**ENTRIES PROVIDED**
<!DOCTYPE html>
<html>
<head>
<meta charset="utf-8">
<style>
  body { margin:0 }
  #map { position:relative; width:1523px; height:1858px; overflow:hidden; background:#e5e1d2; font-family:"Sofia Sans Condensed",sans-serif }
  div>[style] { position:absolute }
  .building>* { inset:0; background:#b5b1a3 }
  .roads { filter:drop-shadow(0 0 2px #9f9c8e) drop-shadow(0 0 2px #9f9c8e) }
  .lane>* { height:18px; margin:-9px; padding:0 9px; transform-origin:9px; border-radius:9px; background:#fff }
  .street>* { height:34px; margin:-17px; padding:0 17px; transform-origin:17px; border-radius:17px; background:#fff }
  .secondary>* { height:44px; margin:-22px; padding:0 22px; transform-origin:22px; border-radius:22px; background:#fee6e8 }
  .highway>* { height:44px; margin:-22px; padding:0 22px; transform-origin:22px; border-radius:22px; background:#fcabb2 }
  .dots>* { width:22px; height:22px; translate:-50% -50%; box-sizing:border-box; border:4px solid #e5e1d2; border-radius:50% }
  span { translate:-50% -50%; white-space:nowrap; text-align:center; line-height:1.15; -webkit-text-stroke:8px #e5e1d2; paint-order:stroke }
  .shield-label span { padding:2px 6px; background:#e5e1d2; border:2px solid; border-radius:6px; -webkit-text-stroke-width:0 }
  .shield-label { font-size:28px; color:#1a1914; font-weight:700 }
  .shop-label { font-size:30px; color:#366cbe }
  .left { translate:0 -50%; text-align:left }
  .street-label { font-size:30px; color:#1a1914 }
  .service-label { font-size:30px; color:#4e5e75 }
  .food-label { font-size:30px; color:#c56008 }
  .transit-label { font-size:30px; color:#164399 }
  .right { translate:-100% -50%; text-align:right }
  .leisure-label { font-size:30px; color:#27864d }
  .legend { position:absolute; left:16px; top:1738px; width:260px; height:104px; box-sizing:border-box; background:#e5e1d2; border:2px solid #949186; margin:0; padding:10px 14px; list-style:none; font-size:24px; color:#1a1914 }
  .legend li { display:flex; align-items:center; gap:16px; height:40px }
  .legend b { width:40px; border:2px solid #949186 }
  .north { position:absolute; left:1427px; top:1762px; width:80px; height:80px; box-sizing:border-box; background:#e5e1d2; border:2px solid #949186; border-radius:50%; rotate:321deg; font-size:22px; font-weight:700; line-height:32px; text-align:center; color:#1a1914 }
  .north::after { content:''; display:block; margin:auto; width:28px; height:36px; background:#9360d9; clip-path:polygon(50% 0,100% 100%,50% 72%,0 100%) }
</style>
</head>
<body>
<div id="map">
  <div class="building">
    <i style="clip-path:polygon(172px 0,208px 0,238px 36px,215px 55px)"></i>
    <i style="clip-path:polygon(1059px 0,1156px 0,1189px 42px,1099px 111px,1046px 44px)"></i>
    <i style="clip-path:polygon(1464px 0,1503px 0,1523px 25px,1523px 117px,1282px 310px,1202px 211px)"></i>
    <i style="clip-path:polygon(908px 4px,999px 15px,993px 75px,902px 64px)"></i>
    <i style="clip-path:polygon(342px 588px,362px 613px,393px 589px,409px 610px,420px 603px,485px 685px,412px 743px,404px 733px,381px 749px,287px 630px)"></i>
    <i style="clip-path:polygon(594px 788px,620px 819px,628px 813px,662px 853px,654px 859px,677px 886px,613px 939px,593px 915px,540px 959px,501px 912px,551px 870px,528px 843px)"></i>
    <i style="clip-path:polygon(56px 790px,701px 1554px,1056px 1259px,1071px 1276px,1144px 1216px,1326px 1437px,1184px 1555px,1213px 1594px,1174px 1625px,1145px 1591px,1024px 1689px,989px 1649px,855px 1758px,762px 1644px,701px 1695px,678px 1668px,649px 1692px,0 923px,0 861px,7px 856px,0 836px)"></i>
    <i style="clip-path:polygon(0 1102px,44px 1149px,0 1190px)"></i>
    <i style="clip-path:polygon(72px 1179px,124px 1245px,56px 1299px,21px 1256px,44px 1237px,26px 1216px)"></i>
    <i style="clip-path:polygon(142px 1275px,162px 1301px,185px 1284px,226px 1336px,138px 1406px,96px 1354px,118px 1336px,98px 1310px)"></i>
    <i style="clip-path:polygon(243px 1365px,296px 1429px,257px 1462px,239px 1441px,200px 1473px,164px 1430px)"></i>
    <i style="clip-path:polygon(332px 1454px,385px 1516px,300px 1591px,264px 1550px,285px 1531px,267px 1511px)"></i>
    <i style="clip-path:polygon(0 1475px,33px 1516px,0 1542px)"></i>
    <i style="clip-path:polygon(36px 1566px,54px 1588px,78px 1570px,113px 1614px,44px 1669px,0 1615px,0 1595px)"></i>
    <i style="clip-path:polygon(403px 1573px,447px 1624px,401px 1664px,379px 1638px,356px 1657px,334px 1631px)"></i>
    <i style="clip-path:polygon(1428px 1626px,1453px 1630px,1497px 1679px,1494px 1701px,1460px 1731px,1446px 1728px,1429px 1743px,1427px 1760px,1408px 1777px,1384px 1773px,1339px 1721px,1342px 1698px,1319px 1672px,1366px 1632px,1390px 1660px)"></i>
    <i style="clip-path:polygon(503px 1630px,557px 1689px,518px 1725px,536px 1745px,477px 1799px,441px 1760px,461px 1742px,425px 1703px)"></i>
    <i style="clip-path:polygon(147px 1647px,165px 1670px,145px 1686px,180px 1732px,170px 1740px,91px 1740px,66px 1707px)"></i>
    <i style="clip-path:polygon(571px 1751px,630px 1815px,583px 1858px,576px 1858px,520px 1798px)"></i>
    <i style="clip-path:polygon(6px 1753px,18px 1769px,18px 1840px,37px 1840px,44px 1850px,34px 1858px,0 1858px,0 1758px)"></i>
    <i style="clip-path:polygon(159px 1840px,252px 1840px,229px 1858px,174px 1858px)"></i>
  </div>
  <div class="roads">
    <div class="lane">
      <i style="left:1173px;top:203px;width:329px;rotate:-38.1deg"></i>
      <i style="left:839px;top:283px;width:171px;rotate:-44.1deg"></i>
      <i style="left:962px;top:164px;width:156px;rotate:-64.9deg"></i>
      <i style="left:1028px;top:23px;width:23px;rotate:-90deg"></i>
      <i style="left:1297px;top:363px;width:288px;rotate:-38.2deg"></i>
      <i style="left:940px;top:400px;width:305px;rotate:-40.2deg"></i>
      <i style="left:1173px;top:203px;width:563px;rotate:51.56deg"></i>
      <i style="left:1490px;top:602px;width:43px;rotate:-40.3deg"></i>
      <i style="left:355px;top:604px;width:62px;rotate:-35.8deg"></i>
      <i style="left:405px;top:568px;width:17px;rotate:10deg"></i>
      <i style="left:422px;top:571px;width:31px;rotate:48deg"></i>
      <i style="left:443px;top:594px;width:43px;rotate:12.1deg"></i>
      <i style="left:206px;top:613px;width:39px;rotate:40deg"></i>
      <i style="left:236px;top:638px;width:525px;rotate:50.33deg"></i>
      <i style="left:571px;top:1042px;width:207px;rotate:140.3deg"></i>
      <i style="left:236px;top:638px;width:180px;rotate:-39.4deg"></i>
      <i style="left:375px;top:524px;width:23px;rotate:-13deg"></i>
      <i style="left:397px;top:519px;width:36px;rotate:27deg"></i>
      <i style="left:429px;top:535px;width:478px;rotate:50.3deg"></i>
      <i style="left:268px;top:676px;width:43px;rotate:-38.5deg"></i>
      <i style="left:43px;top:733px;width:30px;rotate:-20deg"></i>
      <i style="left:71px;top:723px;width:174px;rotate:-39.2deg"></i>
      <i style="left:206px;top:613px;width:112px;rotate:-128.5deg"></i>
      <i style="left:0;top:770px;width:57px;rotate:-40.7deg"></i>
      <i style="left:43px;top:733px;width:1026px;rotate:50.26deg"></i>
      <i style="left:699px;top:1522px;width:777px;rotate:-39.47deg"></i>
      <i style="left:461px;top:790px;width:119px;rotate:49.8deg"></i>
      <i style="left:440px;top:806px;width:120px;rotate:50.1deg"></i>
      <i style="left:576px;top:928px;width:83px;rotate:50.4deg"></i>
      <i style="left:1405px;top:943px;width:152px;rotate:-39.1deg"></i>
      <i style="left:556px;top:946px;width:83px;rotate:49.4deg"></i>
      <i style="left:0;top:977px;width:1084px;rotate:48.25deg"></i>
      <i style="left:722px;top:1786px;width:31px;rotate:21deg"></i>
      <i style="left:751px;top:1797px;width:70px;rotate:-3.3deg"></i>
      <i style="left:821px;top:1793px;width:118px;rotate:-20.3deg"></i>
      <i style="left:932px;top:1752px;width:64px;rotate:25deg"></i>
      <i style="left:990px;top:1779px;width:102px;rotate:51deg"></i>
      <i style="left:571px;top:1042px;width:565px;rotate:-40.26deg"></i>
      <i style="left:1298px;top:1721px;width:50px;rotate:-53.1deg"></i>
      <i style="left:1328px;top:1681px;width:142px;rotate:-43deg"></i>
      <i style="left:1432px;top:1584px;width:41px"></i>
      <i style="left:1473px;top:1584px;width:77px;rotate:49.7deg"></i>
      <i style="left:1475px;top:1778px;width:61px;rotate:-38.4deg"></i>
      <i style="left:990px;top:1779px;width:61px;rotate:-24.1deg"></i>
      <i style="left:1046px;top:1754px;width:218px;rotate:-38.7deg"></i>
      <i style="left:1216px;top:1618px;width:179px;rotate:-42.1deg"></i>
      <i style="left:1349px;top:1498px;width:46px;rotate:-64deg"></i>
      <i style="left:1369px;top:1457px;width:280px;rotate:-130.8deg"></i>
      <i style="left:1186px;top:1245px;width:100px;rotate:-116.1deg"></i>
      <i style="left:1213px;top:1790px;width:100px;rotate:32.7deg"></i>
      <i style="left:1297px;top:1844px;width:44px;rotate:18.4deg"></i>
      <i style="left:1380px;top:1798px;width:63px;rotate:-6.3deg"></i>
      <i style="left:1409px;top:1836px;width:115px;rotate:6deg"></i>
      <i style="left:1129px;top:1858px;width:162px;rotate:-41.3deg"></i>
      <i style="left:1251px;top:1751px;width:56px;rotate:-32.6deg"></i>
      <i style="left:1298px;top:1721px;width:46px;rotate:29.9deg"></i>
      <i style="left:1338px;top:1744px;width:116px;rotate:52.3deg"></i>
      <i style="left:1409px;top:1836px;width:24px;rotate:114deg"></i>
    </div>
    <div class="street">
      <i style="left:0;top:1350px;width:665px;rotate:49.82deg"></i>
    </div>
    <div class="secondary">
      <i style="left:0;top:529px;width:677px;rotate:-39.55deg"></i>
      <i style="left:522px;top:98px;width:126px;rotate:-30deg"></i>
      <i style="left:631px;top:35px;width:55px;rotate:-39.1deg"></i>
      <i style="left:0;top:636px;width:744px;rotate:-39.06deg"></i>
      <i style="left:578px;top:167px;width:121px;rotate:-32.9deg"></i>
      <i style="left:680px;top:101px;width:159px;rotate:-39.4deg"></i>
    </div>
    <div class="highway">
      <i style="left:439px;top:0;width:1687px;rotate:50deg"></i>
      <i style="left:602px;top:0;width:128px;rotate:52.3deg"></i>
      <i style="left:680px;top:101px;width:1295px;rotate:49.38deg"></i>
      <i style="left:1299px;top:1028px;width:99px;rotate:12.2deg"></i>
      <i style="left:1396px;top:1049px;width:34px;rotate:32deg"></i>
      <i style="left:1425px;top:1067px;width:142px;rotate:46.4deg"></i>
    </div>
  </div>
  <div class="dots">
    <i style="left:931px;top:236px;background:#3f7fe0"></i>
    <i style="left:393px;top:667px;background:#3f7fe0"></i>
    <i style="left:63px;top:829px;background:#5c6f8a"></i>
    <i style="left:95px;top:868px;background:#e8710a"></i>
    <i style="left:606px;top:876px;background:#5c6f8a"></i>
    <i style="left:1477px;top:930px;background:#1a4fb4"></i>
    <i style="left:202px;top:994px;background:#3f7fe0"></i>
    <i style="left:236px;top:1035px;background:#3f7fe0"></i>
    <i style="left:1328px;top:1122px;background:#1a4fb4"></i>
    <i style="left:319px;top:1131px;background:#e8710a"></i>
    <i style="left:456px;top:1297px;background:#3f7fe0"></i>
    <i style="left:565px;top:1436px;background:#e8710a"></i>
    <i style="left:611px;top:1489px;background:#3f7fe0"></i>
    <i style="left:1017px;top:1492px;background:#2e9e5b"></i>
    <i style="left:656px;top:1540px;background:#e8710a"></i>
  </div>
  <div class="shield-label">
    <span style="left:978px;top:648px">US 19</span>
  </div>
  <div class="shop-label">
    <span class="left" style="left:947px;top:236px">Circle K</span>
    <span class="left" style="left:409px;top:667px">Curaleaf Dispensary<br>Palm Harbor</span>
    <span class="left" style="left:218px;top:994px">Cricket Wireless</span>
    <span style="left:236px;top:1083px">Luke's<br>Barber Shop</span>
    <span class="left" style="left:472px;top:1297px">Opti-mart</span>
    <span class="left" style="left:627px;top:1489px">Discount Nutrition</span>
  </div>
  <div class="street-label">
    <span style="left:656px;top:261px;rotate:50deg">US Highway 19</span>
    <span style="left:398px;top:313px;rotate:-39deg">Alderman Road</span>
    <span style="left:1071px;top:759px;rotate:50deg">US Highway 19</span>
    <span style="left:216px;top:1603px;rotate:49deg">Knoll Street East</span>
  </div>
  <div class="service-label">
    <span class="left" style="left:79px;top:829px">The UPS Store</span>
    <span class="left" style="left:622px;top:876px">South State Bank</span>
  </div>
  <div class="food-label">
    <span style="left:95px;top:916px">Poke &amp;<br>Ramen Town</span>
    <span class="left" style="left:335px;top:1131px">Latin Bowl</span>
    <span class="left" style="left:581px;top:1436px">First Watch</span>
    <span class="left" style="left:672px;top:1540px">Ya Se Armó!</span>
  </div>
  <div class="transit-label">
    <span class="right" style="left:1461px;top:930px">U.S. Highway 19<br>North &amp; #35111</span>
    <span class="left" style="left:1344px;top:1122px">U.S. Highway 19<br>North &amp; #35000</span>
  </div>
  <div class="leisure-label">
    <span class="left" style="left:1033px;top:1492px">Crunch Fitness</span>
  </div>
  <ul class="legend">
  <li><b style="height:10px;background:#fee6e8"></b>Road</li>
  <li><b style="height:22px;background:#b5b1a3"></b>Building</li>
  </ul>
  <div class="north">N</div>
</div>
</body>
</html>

**WHAT TO PRODUCE**
Write out exactly the lines of the entries above that run from the line containing "19<br>North &amp; #35111</span>" through the last line, including both.

**ANSWER SECTION**
    <span class="right" style="left:1461px;top:930px">U.S. Highway 19<br>North &amp; #35111</span>
    <span class="left" style="left:1344px;top:1122px">U.S. Highway 19<br>North &amp; #35000</span>
  </div>
  <div class="leisure-label">
    <span class="left" style="left:1033px;top:1492px">Crunch Fitness</span>
  </div>
  <ul class="legend">
  <li><b style="height:10px;background:#fee6e8"></b>Road</li>
  <li><b style="height:22px;background:#b5b1a3"></b>Building</li>
  </ul>
  <div class="north">N</div>
</div>
</body>
</html>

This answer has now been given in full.